One of my forks was deciding to go on the transplant list or not. Well, hell ya! Not too many people want to stay on dialysis or have dialysis if they can avoid it. I was very fortunate, I bypassed dialysis by about a week. We were just making plans to have the surgery for the fistula for dialysis, but I got the call! I remember it well, as I was in school with my daughter, helping in the classroom, when my cell rang. For those of you that have gone through this process, you know the feeling when you are waiting for that call. Every time the phone rings you wonder it this is it. I distinctly remember them asking me if I still wanted the kidney: of course I said yes. In retrospect, I wonder how many say no and why. Actually, I can understand why you may say no, as with any treatment there are pro’s and cons like I mentioned. With transplantation comes a whole new routine and a new set of game plans. Yes, it gives you a chance at a second life, but it comes with a price. Immunosuppression: that is one thing, you are now more susceptible to things that would normally be a few days of down time, but may land you in the hospital. Skin cancer, that’s another one as well as forever taking the required meds, getting blood tests, getting therapies for bone disease, etc. You’re second home is the hospital.
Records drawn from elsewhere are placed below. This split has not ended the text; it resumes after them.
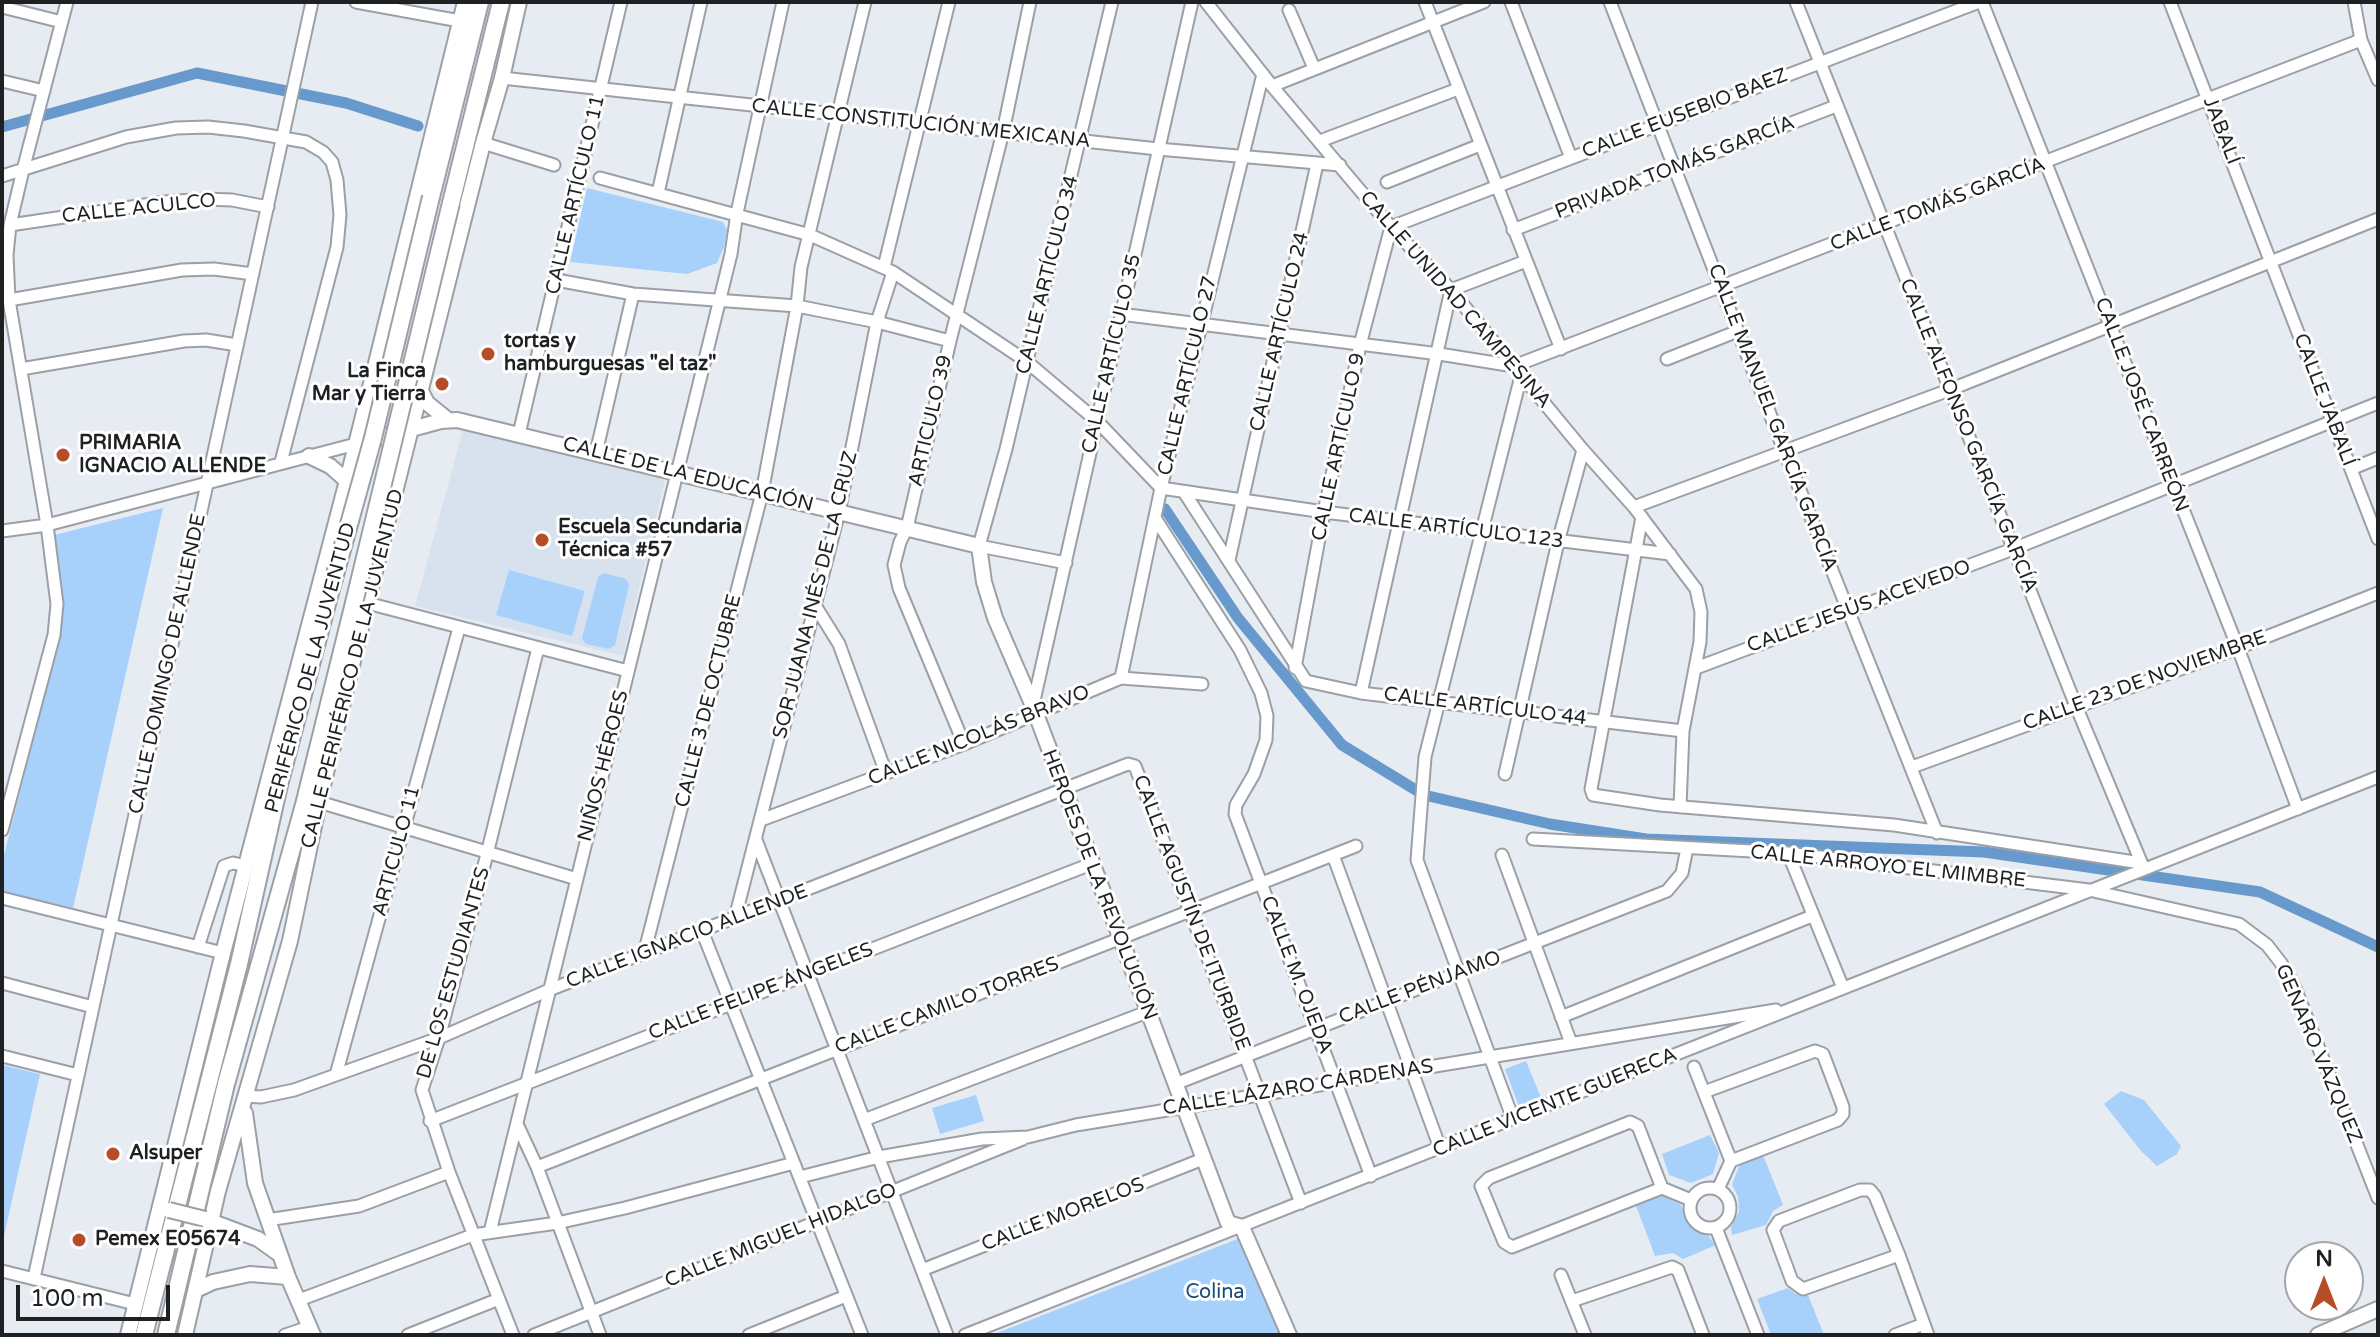 <!DOCTYPE html>
<html>
<head>
<meta charset="utf-8">
<style>
	body { margin:0 }
	#map { position:relative; width:2380px; height:1337px; overflow:hidden; background:#e7ecf2; font-family:"Varela Round",sans-serif }
	canvas { display:block }
	.frame { position:absolute; inset:0; border:4px solid #1e2022; pointer-events:none }
	.north { position:absolute; left:2284px; top:1241px; width:80px; height:80px; box-sizing:border-box; background:#fff; border:2px solid #a5a6a7; border-radius:50%; rotate:0deg; font-size:22px; font-weight:700; line-height:32px; text-align:center; color:#1e2022 }
	.north::after { content:''; display:block; margin:auto; width:28px; height:36px; background:#b54e26; clip-path:polygon(50% 0,100% 100%,50% 72%,0 100%) }
	.scale { position:absolute; left:16px; top:1285px; width:154px; height:36px; box-sizing:border-box; border:4px solid #1e2022; border-top:0; padding-left:10px; font-size:24px; line-height:28px; white-space:nowrap; color:#1e2022; -webkit-text-stroke:6px #fff; paint-order:stroke }
</style>
</head>
<body>
<div id="map">
<canvas width="2380" height="1337"></canvas>
<div class="frame"></div>
<div class="north">N</div>
<div class="scale">100 m</div>
</div>
<script>
const c = document.querySelector('canvas').getContext('2d');
c.lineJoin = 'round';
function fill(path, color) {
  c.fillStyle = color;
  c.fill(path, 'evenodd');
}
function shape(rows) {
  const path = new Path2D();
  for (const r of rows) {
    if (r.length === 3) {
      path.moveTo(r[0] + r[2], r[1]);
      path.arc(r[0], r[1], r[2], 0, 2 * Math.PI);
      continue;
    }
    path.moveTo(r[0], r[1]);
    for (let i = 2; i < r.length; i += 2) path.lineTo(r[i], r[i + 1]);
  }
  return path;
}
function strokePath(path, color, width, dash) {
  c.strokeStyle = color;
  c.lineWidth = width;
  c.lineCap = dash ? 'butt' : 'round';
  c.setLineDash(dash || []);
  c.stroke(path);
}
function write(font, color, halo, rows, align = 'center') {
  c.font = font + ' "Varela Round",sans-serif';
  c.lineWidth = 6;
  c.setLineDash([]);
  c.textBaseline = 'middle';
  c.strokeStyle = halo;
  c.fillStyle = color;
  for (const [text, x, y, turn = 0] of rows) {
    c.save();
    c.translate(x, y);
    c.rotate((+turn || 0) * Math.PI / 180);
    c.textAlign = isNaN(turn) ? turn : align;
    if (halo) c.strokeText(text, 0, 0);
    c.fillText(text, 0, 0);
    c.restore();
  }
}
const built = shape([
	[464,426,666,475,623,656,415,606]
]);
const green = shape([
	[587,188,723,222,727,230,724,247,717,263,687,274,570,262],
	[163,508,73,908,2,891,2,863,60,634,62,619,54,535],
	[509,570,585,591,572,636,496,615],
	[604,573,626,579,629,585,615,645,609,649,586,644,582,638,598,577],
	[1526,1061,1542,1100,1520,1109,1505,1069],
	[2,1065,40,1074,2,1245],
	[2121,1091,2144,1100,2181,1146,2177,1154,2157,1166,2141,1151,2104,1104],
	[976,1095,984,1121,940,1134,932,1108],
	[1710,1135,1719,1153,1713,1174,1691,1183,1669,1175,1662,1154],
	[1763,1155,1783,1205,1773,1211,1766,1225,1732,1235,1731,1227,1739,1211,1738,1197,1732,1184,1740,1164],
	[1660,1195,1680,1204,1691,1225,1706,1233,1716,1245,1683,1259,1673,1253,1655,1256,1635,1203],
	[1240,1238,1280,1335,992,1335],
	[1788,1288,1796,1294,1808,1295,1824,1335,1771,1335,1757,1299]
]);
const canal = shape([
	[2,127,197,73,346,103,418,126],
	[1165,509,1238,618,1342,745,1424,795,1550,824,1646,839,1984,852,2260,892,2378,947]
]);
const minor = shape([
	[356,2,460,21],
	[1206,2,1272,86,1391,227,1451,290,1583,450,1634,507,1696,589,1701,612,1700,642,1683,731,1680,807],
	[1425,2,1561,349],
	[1511,2,1571,158],
	[1610,2,1784,450,1937,833],
	[1796,2,2076,706,2144,869],
	[1982,2,2238,648,2298,809],
	[2170,2,2378,539],
	[2354,2,2361,40,2378,80],
	[2,7,62,22],
	[1289,10,1314,68],
	[502,78,1158,149,1340,165],
	[2,81,44,91],
	[1272,86,1484,2],
	[1320,141,1458,89],
	[483,143,554,165],
	[2,176,126,137,176,128,208,127,244,131,306,142,323,152,332,162,337,180,340,215,337,247,281,462],
	[600,178,810,235,893,272,1026,361,1097,421,1161,488,1324,512,1670,554],
	[1387,182,1480,145],
	[658,193,701,2],
	[10,225,165,202,205,199,232,200,268,207],
	[1513,230,1836,106],
	[884,267,949,2],
	[556,280,633,294,797,306,877,322,950,341],
	[9,300,182,270,214,269,253,274],
	[1120,314,1439,354,1514,366,2361,40],
	[1667,359,1738,331],
	[21,369,184,341,206,340,237,345],
	[519,434,621,2],
	[596,453,633,294],
	[2351,469,2378,458],
	[1184,492,1306,681,1361,693,1683,731],
	[1634,507,1949,390,2378,219],
	[1642,517,1591,789,1593,795,1660,805,1894,825,2141,863],
	[1155,518,1240,650,1261,693,1267,716,1266,740,1254,774,1236,805,1235,814,1371,1176],
	[2,531,47,525,356,444],
	[1229,560,1317,164],
	[1066,563,979,546,1006,449,1112,2],
	[367,603,628,671],
	[816,607,839,644,886,773],
	[1295,668,1324,512,1360,345,1391,227,1979,2],
	[1696,668,2013,549,2378,403],
	[1121,678,1161,488,1263,74],
	[1361,693,1451,290,1526,261],
	[1033,705,1192,2],
	[964,744,899,588,894,565,900,542,907,528,950,341,1003,132,1030,2],
	[1912,767,2238,648,2378,593],
	[1505,774,1558,542,1583,450],
	[319,802,577,879],
	[761,820,964,744,1121,678,1202,684],
	[2,830,54,635,57,604,47,525,9,300,7,255,10,225,23,170,67,2],
	[1533,839,1788,853,2089,890,2239,924,2267,945,2281,963,2295,988,2378,1198],
	[756,840,947,1335],
	[1788,853,1843,988],
	[1333,855,1440,1148],
	[1502,855,1571,1043],
	[2,898,223,953],
	[735,918,839,512,877,322,893,272],
	[702,931,862,1335],
	[198,947,224,866,233,863,246,866],
	[644,954,762,493,797,306,801,267,865,2],
	[2,983,93,1007],
	[1561,1017,1812,916],
	[2,1056,78,1075],
	[1694,1067,1731,1161],
	[336,1075,459,628],
	[1175,1084,1667,891,1682,873,1687,848],
	[1704,1092,1815,1051,1823,1054,1843,1107,1843,1114,1838,1120,1731,1161,1718,1189],
	[245,1096,261,1097,294,1090,439,1038,549,990,1128,764,1135,766,1301,1203],
	[1513,1119,1417,860,1425,757,1521,376],
	[864,1120,1147,1012],
	[430,1121,1091,864],
	[517,1124,537,1167,600,1335],
	[537,1167,1356,846],
	[800,1177,879,1157,982,1139,1028,1137,1076,1125,1776,1010],
	[1710,1208,20],
	[1662,1188,1638,1126,1630,1122,1489,1178,1481,1186,1504,1242,1512,1247,1662,1188,1691,1200],
	[267,1220,359,1206,449,1172],
	[1716,1228,1758,1335],
	[490,1232,731,254,737,213,783,2],
	[1899,1255,1803,1289,1792,1281,1773,1230,1779,1221,1860,1190,1870,1190,1875,1196,1899,1255,1928,1335],
	[922,1270,1203,1159],
	[2,1271,135,1304],
	[1561,1275,1585,1335],
	[34,1278,312,2],
	[299,1300,473,1235,557,1223,625,1208,794,1163],
	[1572,1301,1672,1267,1678,1270,1703,1335],
	[285,1335,309,1327],
	[408,1335,499,1299],
	[513,1335,449,1172,422,1090,439,1038,487,854,538,648],
	[534,1335,1023,1139],
	[749,1335,846,1296],
	[965,1335,2378,777],
	[1895,1335,1924,1324]
]);
const major = shape([
	[421,391,427,403,448,420],
	[356,444,441,421,457,420,979,546,984,582,995,618,1033,706,1228,1223,1242,1227,1289,1335],
	[309,456,330,466,346,480],
	[245,1113,255,1183,288,1277,313,1335],
	[205,1219,258,1239,279,1254],
	[196,1290,213,1282,250,1274,288,1277],
	[128,1335,223,953,349,473,465,2],
	[185,1335,218,1191,290,941,319,802,367,603,483,143,502,78,519,2],
	[2318,1335,2378,1309]
]);
const highway = shape([
	[431,197,480,2],
	[451,203,501,2],
	[318,775,332,747],
	[250,854,261,827],
	[144,1335,239,964,279,785,331,589],
	[166,1335,226,1084,304,805,354,603]
]);
const majorBridge = shape([
	[169,1210,205,1219]
]);
const highwayBridge = shape([
	[331,589,373,438,431,197],
	[354,603,451,203]
]);
const markers = [
	[488,354,8,"#b54e26"],
	[442,384,8,"#b54e26"],
	[63,455,8,"#b54e26"],
	[542,540,8,"#b54e26"],
	[113,1154,8,"#b54e26"],
	[79,1240,8,"#b54e26"]
];
const streetNames = [
	["CALLE EUSEBIO BAEZ",1685,114,-21],
	["CALLE CONSTITUCIÓN MEXICANA",921,124,6],
	["JABALÍ",2221,131,69],
	["PRIVADA TOMÁS GARCÍA",1675,168,-21],
	["CALLE ARTÍCULO 11",576,195,-77],
	["CALLE TOMÁS GARCÍA",1938,205,-21],
	["CALLE ACULCO",139,209,-6],
	["CALLE ARTÍCULO 34",1048,275,-76],
	["CALLE UNIDAD CAMPESINA",1455,300,49],
	["CALLE ARTÍCULO 24",1280,332,-77],
	["CALLE ARTÍCULO 35",1112,354,-77],
	["CALLE ARTÍCULO 27",1188,376,-77],
	["CALLE JABALÍ",2324,400,69],
	["CALLE JOSÉ CARREÓN",2141,405,69],
	["CALLE MANUEL GARCÍA GARCÍA",1772,418,69],
	["ARTICULO 39",931,421,-77],
	["CALLE ALFONSO GARCÍA GARCÍA",1968,436,68],
	["CALLE ARTÍCULO 9",1339,447,-78],
	["CALLE DE LA EDUCACIÓN",688,475,14],
	["CALLE ARTÍCULO 123",1456,529,7],
	["SOR JUANA INÉS DE LA CRUZ",816,595,-76],
	["CALLE JESÚS ACEVEDO",1859,607,-20],
	["CALLE DOMINGO DE ALLENDE",168,664,-78],
	["PERIFÉRICO DE LA JUVENTUD",311,668,-75],
	["CALLE PERIFÉRICO DE LA JUVENTUD",353,669,-76],
	["CALLE 23 DE NOVIEMBRE",2145,681,-20],
	["CALLE 3 DE OCTUBRE",709,701,-76],
	["CALLE ARTÍCULO 44",1485,707,7],
	["CALLE NICOLÁS BRAVO",979,736,-22],
	["NIÑOS HÉROES",604,766,-76],
	["ARTICULO 11",397,851,-75],
	["CALLE ARROYO EL MIMBRE",1888,867,6],
	["HEROES DE LA REVOLUCIÓN",1099,885,69],
	["CALLE AGUSTÍN DE ITURBIDE",1191,913,69],
	["CALLE IGNACIO ALLENDE",687,937,-21],
	["DE LOS ESTUDIANTES",454,973,-74],
	["CALLE M. OJEDA",1296,975,69],
	["CALLE PÉNJAMO",1420,988,-21],
	["CALLE FELIPE ÁNGELES",761,992,-21],
	["CALLE CAMILO TORRES",947,1006,-21],
	["GENARO VÁZQUEZ",2318,1054,67],
	["CALLE LÁZARO CÁRDENAS",1298,1088,-9],
	["CALLE VICENTE GUERECA",1555,1103,-22],
	["CALLE MORELOS",1063,1215,-21],
	["CALLE MIGUEL HIDALGO",781,1236,-22]
];
const poiNames = [
	["tortas y",504,342],
	["hamburguesas \"el taz\"",504,365],
	["La Finca",426,372,"right"],
	["Mar y Tierra",426,395,"right"],
	["PRIMARIA",79,444],
	["IGNACIO ALLENDE",79,467],
	["Escuela Secundaria",558,528],
	["Técnica #57",558,551],
	["Alsuper",129,1154],
	["Pemex E05674",95,1240]
];
const parkNames = [
	["Colina",1215,1293]
];
fill(built, '#d7e2ee');
fill(green, '#a7d0fb');
strokePath(canal, '#6799cc', 11);
strokePath(minor, '#9ba0a6', 15);
strokePath(major, '#9ba0a6', 18);
strokePath(highway, '#9ba0a6', 20);
strokePath(minor, '#fff', 11);
strokePath(major, '#fff', 14);
strokePath(highway, '#fff', 16);
strokePath(majorBridge, '#9ba0a6', 18, []);
strokePath(highwayBridge, '#9ba0a6', 20, []);
strokePath(majorBridge, '#fff', 14);
strokePath(highwayBridge, '#fff', 16);
for (const [x, y, r, color] of markers) {
  const dot = new Path2D();
  dot.arc(x, y, r, 0, 2 * Math.PI);
  c.fillStyle = color;
  c.fill(dot);
  strokePath(dot, '#fff', 3);
}
write('20px', '#1e2022', '#fff', streetNames);
write('bold 20px', '#1e2022', '#fff', poiNames, 'left');
write('20px', '#154a7b', '#fff', parkNames);
</script>
</body>
</html>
However, in all this, you meet some amazing people. When I was having some problems with my bone marrow (apparently it took a holiday and stopped working for a while) it required having transfusions: several. When you’d check in for your top up, there was always at least 4 others sitting there being transfused as well. You all have that “knowing” nod or smile. You assume your position, you automatically get that warm blanket which is as close to heaven as you can get you’re hemoglobin is 65! You feel like crap, you look like crap, and you are actually happy to be there. Its like when I got my transplant, the first thing I noticed when I woke post-op was that I felt warm!! Well, the same with transfusions: you feel better, warmer, and things like walking are no longer an effort. While sitting there, you usually converse a bit with the others, hear their stories. I always come away with a feeling of being fortunate, as there are always those that are fighting even worse battles.

Back to the hamster trails: so, you make a choice and off you go. You settle into your new life, make appointments for you blood work, add all your doctors appointments and their required testing routine, you live your life. During you travels through the habitat, you encounter those little clear plastic balls where you can sit and look out or hunker down, curl up and nap. To me, sitting inside and not being able to take part in something because you are just too wasted or feel nauseated, or your potassium is too high, or whatever, you watch the world go by. For me, this is hard. I have this desire and longing inside me to do things, experience things/people/events. After all, that is what life is for, right? Life is for the living right? Yes, but I have come to realize I have to somehow come to terms with this beast and its limitations. This is a difficult task. I so love to try new things, learn, explore and just “be there” to take in the sights, sounds, and the energies. I feel alive.

And, so it goes. I will keep travelling these tunnels and hope that there aren’t too many more forks and with the hopes of some new adventures yet to come. Maybe not the same kind I’m used to, but something new or something meaningful. More and more, that is what life is about. Life is for the living…Let’s just do it! Happy trails!